Would you reproduce the entries exactly, including every line?

_Available data:_
::::::
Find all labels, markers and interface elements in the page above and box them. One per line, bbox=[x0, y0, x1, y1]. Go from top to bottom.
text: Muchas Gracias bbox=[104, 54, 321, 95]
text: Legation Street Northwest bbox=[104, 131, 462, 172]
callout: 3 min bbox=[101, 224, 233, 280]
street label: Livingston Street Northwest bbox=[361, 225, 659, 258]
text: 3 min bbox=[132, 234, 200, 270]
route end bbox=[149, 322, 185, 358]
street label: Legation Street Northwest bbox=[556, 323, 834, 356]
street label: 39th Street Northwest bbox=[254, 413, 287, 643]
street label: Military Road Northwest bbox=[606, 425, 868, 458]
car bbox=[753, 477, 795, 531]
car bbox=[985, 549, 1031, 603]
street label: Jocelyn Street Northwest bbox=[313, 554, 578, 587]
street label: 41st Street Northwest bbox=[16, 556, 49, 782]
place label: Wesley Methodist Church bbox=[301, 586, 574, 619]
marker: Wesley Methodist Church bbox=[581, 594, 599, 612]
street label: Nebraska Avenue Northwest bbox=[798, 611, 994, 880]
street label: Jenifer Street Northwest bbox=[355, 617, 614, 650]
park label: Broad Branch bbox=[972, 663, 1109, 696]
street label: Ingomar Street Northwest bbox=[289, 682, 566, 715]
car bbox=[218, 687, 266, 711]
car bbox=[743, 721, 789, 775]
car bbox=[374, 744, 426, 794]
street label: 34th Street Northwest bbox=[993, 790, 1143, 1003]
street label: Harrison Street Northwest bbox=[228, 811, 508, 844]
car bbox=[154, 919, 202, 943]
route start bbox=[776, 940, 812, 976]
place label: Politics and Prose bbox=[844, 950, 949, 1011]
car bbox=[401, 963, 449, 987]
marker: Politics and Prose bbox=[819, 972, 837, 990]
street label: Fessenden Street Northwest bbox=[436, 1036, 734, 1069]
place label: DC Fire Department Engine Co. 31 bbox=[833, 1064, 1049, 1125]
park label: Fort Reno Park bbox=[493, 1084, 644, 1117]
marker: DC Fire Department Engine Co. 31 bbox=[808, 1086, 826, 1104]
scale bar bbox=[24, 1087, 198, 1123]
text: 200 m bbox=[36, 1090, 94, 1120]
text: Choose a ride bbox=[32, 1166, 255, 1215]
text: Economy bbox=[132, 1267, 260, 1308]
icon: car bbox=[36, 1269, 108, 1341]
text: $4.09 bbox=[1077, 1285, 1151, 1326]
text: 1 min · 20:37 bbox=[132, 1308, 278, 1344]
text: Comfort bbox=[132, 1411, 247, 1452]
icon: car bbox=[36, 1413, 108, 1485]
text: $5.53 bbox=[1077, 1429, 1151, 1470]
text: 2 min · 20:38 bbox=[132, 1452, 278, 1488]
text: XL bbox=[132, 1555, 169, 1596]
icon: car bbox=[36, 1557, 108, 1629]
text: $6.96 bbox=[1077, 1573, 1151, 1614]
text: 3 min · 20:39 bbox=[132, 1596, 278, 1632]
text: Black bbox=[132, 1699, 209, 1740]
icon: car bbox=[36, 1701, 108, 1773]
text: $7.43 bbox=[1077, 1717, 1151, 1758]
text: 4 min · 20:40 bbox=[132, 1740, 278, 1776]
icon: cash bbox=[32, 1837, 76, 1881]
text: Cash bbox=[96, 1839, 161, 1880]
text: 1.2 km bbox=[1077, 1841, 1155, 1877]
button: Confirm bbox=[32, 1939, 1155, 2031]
::::::
_Answer:_
Find all labels, markers and interface elements in the page above and box them. One per line, bbox=[x0, y0, x1, y1]. Go from top to bottom.
text: Muchas Gracias bbox=[104, 54, 321, 95]
text: Legation Street Northwest bbox=[104, 131, 462, 172]
callout: 3 min bbox=[101, 224, 233, 280]
street label: Livingston Street Northwest bbox=[361, 225, 659, 258]
text: 3 min bbox=[132, 234, 200, 270]
route end bbox=[149, 322, 185, 358]
street label: Legation Street Northwest bbox=[556, 323, 834, 356]
street label: 39th Street Northwest bbox=[254, 413, 287, 643]
street label: Military Road Northwest bbox=[606, 425, 868, 458]
car bbox=[753, 477, 795, 531]
car bbox=[985, 549, 1031, 603]
street label: Jocelyn Street Northwest bbox=[313, 554, 578, 587]
street label: 41st Street Northwest bbox=[16, 556, 49, 782]
place label: Wesley Methodist Church bbox=[301, 586, 574, 619]
marker: Wesley Methodist Church bbox=[581, 594, 599, 612]
street label: Nebraska Avenue Northwest bbox=[798, 611, 994, 880]
street label: Jenifer Street Northwest bbox=[355, 617, 614, 650]
park label: Broad Branch bbox=[972, 663, 1109, 696]
street label: Ingomar Street Northwest bbox=[289, 682, 566, 715]
car bbox=[218, 687, 266, 711]
car bbox=[743, 721, 789, 775]
car bbox=[374, 744, 426, 794]
street label: 34th Street Northwest bbox=[993, 790, 1143, 1003]
street label: Harrison Street Northwest bbox=[228, 811, 508, 844]
car bbox=[154, 919, 202, 943]
route start bbox=[776, 940, 812, 976]
place label: Politics and Prose bbox=[844, 950, 949, 1011]
car bbox=[401, 963, 449, 987]
marker: Politics and Prose bbox=[819, 972, 837, 990]
street label: Fessenden Street Northwest bbox=[436, 1036, 734, 1069]
place label: DC Fire Department Engine Co. 31 bbox=[833, 1064, 1049, 1125]
park label: Fort Reno Park bbox=[493, 1084, 644, 1117]
marker: DC Fire Department Engine Co. 31 bbox=[808, 1086, 826, 1104]
scale bar bbox=[24, 1087, 198, 1123]
text: 200 m bbox=[36, 1090, 94, 1120]
text: Choose a ride bbox=[32, 1166, 255, 1215]
text: Economy bbox=[132, 1267, 260, 1308]
icon: car bbox=[36, 1269, 108, 1341]
text: $4.09 bbox=[1077, 1285, 1151, 1326]
text: 1 min · 20:37 bbox=[132, 1308, 278, 1344]
text: Comfort bbox=[132, 1411, 247, 1452]
icon: car bbox=[36, 1413, 108, 1485]
text: $5.53 bbox=[1077, 1429, 1151, 1470]
text: 2 min · 20:38 bbox=[132, 1452, 278, 1488]
text: XL bbox=[132, 1555, 169, 1596]
icon: car bbox=[36, 1557, 108, 1629]
text: $6.96 bbox=[1077, 1573, 1151, 1614]
text: 3 min · 20:39 bbox=[132, 1596, 278, 1632]
text: Black bbox=[132, 1699, 209, 1740]
icon: car bbox=[36, 1701, 108, 1773]
text: $7.43 bbox=[1077, 1717, 1151, 1758]
text: 4 min · 20:40 bbox=[132, 1740, 278, 1776]
icon: cash bbox=[32, 1837, 76, 1881]
text: Cash bbox=[96, 1839, 161, 1880]
text: 1.2 km bbox=[1077, 1841, 1155, 1877]
button: Confirm bbox=[32, 1939, 1155, 2031]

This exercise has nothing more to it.